• **What needs to be done**
Please say how many lines below include the word "buttons", with nothing beyond the number.
- - - -
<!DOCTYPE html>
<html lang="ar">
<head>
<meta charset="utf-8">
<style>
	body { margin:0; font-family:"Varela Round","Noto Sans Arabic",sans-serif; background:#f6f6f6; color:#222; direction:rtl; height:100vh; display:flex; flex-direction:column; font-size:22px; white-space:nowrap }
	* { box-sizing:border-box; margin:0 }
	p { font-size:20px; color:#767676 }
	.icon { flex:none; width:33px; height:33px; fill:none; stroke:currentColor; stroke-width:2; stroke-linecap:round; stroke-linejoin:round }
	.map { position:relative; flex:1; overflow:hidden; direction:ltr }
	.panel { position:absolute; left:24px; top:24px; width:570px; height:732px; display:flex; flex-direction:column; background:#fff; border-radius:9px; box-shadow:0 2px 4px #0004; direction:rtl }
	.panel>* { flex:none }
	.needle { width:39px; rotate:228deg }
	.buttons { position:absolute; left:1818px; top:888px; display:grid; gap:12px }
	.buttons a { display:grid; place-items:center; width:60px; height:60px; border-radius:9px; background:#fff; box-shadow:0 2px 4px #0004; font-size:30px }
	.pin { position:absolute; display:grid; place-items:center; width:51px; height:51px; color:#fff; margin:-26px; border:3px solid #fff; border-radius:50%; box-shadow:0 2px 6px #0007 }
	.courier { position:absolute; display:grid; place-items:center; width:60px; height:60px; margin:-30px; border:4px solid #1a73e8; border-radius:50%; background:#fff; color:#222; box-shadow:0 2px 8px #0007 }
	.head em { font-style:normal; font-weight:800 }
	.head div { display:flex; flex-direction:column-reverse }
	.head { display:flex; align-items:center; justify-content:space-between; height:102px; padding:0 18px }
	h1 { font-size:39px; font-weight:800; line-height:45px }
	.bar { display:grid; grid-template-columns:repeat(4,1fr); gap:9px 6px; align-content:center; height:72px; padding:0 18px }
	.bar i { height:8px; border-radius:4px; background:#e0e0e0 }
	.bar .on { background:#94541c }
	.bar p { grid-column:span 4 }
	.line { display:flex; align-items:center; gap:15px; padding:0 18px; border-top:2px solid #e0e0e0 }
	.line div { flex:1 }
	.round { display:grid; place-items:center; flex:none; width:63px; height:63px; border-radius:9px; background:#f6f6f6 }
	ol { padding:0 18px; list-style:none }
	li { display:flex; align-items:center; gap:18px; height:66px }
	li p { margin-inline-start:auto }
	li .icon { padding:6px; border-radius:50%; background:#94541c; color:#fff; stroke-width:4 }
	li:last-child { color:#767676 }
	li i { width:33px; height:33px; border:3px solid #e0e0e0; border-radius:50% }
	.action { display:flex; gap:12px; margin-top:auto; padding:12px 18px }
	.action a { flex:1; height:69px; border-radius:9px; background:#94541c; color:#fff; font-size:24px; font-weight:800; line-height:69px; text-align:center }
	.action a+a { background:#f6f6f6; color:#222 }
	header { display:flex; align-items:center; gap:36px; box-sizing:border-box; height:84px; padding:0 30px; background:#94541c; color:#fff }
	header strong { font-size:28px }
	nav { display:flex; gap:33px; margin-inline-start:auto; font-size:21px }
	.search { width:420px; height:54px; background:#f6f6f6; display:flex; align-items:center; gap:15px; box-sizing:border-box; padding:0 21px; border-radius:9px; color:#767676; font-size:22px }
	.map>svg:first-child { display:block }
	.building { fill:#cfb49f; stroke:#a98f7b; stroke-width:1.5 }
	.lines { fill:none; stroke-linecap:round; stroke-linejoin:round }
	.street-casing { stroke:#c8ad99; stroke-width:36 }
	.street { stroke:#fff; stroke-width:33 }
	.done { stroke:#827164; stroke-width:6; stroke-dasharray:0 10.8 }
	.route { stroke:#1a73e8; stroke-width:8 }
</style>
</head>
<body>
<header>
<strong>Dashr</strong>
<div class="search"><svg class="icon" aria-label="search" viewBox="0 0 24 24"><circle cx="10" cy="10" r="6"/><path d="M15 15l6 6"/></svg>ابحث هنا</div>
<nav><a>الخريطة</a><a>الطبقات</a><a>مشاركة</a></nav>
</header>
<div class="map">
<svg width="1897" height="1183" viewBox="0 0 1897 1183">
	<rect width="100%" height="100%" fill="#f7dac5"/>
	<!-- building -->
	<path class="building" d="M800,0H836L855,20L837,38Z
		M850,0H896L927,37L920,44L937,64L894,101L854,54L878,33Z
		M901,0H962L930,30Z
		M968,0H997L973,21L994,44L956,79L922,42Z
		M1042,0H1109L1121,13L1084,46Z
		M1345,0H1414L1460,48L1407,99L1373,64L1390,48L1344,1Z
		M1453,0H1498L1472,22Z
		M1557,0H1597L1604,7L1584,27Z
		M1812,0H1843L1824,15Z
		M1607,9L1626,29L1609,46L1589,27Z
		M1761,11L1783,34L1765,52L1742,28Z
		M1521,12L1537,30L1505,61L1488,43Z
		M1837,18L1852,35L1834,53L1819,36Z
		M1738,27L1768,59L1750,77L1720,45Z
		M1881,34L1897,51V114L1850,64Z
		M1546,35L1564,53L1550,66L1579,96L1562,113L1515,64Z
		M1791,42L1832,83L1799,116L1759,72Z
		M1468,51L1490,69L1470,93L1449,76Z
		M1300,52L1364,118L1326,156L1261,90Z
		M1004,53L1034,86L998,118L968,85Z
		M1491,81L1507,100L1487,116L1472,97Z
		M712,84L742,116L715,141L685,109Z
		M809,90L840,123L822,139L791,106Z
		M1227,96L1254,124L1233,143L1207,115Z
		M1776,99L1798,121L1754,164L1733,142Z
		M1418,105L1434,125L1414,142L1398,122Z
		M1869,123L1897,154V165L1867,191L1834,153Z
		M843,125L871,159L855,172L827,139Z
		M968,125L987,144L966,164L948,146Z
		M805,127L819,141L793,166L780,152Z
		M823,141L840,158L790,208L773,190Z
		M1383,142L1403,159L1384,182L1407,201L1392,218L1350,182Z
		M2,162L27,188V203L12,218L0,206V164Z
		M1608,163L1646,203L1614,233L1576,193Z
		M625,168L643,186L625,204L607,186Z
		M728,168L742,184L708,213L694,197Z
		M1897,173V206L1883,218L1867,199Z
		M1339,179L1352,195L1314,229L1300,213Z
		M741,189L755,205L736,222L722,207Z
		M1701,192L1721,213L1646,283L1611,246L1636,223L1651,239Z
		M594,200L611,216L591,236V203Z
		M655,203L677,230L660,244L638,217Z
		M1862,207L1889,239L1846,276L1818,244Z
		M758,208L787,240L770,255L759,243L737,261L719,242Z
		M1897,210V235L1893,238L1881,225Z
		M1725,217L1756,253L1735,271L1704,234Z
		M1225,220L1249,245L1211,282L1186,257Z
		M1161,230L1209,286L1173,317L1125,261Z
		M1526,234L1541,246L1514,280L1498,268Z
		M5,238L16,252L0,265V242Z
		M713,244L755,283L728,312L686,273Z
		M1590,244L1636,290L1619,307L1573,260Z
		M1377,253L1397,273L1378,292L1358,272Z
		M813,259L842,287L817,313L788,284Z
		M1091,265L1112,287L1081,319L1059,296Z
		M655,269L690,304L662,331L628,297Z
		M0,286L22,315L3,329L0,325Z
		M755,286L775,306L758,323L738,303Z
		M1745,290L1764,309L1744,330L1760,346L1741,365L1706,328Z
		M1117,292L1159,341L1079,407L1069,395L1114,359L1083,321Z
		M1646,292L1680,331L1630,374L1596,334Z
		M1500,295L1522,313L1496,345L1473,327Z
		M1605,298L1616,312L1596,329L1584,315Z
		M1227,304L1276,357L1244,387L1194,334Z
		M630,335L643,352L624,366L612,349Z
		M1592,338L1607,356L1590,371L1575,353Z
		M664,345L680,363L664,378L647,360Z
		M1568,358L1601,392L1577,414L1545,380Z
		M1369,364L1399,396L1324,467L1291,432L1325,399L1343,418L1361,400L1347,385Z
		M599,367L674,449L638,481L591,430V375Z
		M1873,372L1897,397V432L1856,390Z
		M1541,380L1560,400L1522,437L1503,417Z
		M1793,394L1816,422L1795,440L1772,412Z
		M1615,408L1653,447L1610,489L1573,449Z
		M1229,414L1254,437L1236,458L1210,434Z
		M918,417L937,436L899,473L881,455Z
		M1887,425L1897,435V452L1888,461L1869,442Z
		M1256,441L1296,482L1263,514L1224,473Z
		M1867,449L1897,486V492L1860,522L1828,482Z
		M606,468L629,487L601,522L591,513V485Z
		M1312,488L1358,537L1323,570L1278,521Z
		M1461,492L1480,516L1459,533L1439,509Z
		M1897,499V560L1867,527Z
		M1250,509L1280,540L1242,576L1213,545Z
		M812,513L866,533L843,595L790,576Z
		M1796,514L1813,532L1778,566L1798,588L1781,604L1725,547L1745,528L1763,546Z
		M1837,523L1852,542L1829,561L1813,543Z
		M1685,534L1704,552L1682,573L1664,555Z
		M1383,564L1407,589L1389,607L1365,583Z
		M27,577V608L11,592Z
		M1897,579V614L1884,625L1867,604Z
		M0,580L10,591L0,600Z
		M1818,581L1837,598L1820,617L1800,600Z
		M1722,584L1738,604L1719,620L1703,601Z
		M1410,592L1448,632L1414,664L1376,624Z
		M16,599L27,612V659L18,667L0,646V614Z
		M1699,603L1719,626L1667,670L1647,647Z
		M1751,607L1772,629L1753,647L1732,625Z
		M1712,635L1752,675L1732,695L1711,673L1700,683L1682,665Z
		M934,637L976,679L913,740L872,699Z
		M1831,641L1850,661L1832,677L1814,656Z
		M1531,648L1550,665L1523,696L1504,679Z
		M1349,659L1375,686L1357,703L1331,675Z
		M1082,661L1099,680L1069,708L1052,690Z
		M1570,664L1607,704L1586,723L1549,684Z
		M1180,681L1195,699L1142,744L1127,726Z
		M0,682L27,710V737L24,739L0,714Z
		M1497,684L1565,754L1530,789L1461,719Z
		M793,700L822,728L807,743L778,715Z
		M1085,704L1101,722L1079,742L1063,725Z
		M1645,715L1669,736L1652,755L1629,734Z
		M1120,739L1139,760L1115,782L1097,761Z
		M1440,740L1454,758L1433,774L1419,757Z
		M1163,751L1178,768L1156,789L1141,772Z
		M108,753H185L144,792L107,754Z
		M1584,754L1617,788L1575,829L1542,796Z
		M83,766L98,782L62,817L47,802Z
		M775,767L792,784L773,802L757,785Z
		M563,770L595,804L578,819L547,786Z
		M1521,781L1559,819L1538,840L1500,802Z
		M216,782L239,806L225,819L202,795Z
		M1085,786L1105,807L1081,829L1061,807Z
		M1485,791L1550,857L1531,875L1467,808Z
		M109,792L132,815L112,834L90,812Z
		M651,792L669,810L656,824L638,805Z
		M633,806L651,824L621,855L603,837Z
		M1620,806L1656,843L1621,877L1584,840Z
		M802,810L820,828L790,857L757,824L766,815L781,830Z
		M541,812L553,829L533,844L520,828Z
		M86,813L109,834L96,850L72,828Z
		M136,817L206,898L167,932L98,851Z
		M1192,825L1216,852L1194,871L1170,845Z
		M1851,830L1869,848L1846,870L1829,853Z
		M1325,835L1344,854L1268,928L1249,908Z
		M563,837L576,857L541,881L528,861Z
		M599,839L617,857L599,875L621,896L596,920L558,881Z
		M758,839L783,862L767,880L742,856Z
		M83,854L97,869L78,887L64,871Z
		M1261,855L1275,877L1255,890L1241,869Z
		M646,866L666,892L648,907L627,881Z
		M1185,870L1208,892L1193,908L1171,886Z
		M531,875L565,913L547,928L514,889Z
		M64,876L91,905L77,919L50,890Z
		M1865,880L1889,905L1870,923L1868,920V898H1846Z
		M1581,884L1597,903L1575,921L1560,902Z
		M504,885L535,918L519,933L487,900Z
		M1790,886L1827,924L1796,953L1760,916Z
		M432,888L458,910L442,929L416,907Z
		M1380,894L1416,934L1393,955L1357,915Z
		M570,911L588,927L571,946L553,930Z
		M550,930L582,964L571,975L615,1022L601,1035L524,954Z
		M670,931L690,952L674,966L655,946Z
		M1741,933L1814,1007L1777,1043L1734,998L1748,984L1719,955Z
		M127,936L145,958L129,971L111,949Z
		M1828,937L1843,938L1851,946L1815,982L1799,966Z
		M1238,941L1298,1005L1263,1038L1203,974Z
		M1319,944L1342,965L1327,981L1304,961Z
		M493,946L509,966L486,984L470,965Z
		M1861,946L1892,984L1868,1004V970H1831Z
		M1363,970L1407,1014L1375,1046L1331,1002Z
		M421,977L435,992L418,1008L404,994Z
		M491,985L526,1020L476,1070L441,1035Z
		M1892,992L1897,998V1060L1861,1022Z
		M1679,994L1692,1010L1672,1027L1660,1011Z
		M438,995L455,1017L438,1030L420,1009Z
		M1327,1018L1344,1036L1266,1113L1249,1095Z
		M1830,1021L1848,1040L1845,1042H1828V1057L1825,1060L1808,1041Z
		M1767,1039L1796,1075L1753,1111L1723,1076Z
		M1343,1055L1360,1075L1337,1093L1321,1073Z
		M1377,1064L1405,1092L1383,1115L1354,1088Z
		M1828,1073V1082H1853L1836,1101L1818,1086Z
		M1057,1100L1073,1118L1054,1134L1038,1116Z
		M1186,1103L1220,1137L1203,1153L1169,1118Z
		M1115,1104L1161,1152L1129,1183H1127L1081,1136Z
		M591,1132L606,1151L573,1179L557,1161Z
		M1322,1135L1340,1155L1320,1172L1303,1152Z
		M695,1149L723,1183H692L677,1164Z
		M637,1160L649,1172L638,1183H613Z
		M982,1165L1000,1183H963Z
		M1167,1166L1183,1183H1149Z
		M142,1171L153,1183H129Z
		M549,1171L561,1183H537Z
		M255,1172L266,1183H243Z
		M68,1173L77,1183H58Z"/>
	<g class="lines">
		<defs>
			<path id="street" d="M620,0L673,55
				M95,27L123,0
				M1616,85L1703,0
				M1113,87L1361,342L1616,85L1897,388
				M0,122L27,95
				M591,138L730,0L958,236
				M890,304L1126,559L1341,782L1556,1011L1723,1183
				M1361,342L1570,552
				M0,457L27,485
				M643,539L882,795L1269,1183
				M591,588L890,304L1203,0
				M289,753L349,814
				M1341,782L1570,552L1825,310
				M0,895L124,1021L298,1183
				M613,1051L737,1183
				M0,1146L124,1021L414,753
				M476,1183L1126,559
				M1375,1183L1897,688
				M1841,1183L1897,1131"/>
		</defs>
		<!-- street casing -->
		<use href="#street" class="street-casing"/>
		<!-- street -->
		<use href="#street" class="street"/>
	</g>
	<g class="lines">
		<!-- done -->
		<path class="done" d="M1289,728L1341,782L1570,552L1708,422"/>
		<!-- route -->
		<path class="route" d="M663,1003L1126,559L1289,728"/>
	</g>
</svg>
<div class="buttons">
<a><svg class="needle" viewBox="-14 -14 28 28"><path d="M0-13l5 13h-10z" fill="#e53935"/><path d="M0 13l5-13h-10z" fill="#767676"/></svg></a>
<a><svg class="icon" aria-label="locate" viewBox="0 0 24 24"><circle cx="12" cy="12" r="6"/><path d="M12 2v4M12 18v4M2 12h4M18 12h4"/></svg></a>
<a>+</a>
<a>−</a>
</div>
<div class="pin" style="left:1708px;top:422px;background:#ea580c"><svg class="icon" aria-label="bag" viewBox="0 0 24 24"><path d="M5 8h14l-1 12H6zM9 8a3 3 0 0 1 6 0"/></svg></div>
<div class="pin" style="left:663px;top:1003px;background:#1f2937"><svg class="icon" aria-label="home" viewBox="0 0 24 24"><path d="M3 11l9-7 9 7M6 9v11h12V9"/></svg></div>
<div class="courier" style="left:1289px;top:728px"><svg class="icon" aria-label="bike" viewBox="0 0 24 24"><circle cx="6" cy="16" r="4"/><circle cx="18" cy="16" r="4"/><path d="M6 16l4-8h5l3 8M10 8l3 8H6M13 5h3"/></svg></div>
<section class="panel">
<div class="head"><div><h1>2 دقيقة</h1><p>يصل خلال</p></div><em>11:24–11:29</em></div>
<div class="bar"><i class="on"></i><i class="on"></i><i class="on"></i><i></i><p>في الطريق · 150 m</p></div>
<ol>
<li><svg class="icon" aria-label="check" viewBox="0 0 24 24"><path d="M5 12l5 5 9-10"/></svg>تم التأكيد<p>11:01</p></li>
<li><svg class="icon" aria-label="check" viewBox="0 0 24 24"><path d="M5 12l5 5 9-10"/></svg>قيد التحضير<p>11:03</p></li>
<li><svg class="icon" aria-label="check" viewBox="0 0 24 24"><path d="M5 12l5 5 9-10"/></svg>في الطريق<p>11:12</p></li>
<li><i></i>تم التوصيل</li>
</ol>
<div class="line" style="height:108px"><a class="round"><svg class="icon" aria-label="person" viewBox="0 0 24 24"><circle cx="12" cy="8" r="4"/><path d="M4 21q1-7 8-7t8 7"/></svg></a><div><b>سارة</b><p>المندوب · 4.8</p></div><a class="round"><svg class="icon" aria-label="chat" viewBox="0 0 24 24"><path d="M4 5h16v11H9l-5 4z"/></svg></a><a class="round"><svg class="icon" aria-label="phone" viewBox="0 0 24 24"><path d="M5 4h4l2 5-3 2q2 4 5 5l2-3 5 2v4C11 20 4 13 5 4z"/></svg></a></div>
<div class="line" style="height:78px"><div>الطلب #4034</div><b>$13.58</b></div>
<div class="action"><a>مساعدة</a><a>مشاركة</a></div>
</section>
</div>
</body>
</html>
- - - -
• **Exercise result**
3